(Stored data)
★ ★ ★ ★
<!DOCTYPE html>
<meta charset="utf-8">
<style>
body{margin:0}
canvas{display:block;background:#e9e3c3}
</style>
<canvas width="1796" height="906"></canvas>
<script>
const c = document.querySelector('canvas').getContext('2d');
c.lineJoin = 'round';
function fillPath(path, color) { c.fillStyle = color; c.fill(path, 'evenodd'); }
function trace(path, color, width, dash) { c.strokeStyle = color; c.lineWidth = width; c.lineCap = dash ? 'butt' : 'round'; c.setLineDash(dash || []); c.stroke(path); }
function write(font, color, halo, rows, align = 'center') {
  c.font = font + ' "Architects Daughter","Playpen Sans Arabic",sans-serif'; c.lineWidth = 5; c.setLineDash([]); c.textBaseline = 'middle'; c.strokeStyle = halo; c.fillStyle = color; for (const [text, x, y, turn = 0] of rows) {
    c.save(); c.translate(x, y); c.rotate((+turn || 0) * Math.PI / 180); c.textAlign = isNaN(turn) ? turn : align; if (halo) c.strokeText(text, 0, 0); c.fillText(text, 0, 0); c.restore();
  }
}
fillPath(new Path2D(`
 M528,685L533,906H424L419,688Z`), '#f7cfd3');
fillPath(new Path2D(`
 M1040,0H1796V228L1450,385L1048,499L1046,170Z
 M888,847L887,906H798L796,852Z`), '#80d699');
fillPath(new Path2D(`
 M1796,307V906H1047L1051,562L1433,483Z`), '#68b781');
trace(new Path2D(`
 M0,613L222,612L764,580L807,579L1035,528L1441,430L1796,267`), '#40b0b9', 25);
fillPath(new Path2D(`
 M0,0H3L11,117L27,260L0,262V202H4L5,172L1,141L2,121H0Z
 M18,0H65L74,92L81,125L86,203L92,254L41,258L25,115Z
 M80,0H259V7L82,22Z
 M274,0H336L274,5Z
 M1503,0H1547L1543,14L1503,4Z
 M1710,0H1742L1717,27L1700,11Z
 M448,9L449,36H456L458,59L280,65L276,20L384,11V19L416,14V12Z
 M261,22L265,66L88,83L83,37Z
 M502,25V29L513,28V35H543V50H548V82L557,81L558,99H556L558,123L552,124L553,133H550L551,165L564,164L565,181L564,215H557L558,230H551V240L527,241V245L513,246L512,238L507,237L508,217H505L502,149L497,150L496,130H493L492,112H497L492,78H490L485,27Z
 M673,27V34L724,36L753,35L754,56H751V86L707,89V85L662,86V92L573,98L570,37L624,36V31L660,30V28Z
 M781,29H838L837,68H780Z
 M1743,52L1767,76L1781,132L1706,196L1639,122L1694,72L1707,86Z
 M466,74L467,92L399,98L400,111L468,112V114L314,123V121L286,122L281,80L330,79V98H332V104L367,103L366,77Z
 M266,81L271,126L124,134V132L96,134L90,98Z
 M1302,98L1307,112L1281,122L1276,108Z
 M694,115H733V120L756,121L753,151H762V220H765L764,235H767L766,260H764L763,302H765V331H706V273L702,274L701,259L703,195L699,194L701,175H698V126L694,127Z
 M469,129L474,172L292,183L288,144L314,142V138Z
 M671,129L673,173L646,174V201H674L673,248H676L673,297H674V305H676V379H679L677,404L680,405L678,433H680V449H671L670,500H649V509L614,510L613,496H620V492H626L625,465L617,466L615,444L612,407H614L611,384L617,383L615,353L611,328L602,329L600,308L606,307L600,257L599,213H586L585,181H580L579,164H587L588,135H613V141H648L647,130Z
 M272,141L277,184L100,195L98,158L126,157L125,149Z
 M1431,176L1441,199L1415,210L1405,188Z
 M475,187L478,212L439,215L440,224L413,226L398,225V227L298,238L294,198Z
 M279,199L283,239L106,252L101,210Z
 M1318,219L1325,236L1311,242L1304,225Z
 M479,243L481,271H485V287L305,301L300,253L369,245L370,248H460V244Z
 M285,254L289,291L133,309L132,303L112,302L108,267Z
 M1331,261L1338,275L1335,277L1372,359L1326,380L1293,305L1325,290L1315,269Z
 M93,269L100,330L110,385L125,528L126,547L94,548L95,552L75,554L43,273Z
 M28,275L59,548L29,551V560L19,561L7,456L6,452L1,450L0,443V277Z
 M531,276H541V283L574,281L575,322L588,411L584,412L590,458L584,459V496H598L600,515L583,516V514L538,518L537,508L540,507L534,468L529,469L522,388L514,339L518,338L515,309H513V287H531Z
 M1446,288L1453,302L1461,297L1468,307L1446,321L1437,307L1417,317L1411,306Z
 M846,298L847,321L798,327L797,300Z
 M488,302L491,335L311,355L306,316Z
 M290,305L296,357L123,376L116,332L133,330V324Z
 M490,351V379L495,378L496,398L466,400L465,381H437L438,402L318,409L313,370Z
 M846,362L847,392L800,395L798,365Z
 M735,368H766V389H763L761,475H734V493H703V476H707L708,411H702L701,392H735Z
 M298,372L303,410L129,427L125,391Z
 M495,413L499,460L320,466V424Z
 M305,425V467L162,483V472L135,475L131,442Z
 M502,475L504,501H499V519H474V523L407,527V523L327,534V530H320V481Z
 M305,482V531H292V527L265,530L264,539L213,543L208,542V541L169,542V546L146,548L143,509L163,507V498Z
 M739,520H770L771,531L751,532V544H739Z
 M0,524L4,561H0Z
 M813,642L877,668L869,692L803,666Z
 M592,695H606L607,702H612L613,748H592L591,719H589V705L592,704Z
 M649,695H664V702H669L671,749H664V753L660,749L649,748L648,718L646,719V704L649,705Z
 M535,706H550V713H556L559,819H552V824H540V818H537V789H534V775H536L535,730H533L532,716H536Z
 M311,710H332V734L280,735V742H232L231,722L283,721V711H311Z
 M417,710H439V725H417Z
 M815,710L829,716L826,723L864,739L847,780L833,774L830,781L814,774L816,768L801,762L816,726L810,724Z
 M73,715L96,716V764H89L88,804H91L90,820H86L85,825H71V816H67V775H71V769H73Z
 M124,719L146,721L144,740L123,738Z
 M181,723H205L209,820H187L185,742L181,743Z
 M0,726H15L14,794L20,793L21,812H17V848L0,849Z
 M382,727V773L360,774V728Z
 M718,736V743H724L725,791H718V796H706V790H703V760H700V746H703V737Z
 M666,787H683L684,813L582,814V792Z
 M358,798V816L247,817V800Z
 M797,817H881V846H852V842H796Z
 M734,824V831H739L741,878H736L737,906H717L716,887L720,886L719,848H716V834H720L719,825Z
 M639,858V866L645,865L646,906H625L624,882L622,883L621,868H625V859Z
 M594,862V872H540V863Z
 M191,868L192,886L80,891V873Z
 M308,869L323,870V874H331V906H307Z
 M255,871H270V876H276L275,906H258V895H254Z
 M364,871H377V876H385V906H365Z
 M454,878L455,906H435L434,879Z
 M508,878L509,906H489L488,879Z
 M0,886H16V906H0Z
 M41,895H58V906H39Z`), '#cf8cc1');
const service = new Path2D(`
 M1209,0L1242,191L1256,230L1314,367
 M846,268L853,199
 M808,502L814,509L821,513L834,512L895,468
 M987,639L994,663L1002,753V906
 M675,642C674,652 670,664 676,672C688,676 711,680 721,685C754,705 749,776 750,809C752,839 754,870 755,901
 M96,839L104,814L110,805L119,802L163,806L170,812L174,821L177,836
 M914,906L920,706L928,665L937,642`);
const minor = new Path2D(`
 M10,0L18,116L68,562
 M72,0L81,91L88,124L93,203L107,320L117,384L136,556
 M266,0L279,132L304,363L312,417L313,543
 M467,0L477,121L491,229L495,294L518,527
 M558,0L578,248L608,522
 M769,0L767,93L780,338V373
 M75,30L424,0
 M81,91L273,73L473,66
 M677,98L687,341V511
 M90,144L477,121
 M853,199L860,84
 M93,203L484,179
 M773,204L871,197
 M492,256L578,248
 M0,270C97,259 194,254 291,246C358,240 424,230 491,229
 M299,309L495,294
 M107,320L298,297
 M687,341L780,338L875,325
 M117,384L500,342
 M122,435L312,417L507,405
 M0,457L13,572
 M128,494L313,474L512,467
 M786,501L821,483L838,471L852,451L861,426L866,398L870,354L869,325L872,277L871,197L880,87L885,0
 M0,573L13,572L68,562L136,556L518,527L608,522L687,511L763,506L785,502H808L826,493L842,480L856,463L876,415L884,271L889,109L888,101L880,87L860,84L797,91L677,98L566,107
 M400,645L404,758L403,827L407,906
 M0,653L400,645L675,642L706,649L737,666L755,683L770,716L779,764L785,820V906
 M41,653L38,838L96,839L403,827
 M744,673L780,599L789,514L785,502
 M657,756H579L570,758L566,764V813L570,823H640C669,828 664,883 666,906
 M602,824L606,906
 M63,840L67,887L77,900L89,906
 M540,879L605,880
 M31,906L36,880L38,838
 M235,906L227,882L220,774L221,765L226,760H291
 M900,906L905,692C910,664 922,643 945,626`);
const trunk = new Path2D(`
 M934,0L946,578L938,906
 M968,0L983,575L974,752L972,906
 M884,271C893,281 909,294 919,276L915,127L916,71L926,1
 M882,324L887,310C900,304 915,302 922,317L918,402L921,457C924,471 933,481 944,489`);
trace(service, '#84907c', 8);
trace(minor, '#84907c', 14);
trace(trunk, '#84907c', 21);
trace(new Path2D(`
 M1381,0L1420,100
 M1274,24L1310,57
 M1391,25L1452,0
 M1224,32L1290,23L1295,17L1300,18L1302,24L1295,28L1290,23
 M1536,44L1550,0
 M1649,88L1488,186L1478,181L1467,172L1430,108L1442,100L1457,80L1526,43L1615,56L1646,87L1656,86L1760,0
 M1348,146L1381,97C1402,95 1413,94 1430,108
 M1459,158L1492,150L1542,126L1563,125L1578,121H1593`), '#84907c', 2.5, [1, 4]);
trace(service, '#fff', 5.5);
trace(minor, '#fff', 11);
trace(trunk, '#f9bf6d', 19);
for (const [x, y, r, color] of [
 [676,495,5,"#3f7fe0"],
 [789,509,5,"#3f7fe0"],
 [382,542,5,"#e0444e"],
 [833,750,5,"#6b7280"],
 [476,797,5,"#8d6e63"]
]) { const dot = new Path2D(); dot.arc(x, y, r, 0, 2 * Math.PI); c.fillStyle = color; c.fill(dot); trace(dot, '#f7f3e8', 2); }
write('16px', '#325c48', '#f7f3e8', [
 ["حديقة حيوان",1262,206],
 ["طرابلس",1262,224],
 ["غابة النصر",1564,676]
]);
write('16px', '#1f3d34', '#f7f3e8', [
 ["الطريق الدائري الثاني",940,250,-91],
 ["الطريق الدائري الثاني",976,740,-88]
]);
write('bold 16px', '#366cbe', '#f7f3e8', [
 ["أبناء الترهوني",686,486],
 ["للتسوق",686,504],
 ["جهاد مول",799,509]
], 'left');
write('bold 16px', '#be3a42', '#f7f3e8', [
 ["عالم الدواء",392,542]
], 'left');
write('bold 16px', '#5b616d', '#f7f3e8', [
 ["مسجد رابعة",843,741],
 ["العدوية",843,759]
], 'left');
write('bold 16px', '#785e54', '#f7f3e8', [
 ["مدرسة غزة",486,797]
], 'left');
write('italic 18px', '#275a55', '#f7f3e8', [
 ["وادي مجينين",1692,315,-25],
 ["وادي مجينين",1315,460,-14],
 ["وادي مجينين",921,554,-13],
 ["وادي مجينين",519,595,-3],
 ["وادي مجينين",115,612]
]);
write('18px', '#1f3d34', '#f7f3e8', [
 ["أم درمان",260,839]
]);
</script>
★ ★ ★ ★
THE TASK
Give back the opening line of the records above and every line after it, up to and including the one with "c.lineJoin = 'round';", unchanged.

COMPLETED EXERCISE
<!DOCTYPE html>
<meta charset="utf-8">
<style>
body{margin:0}
canvas{display:block;background:#e9e3c3}
</style>
<canvas width="1796" height="906"></canvas>
<script>
const c = document.querySelector('canvas').getContext('2d');
c.lineJoin = 'round';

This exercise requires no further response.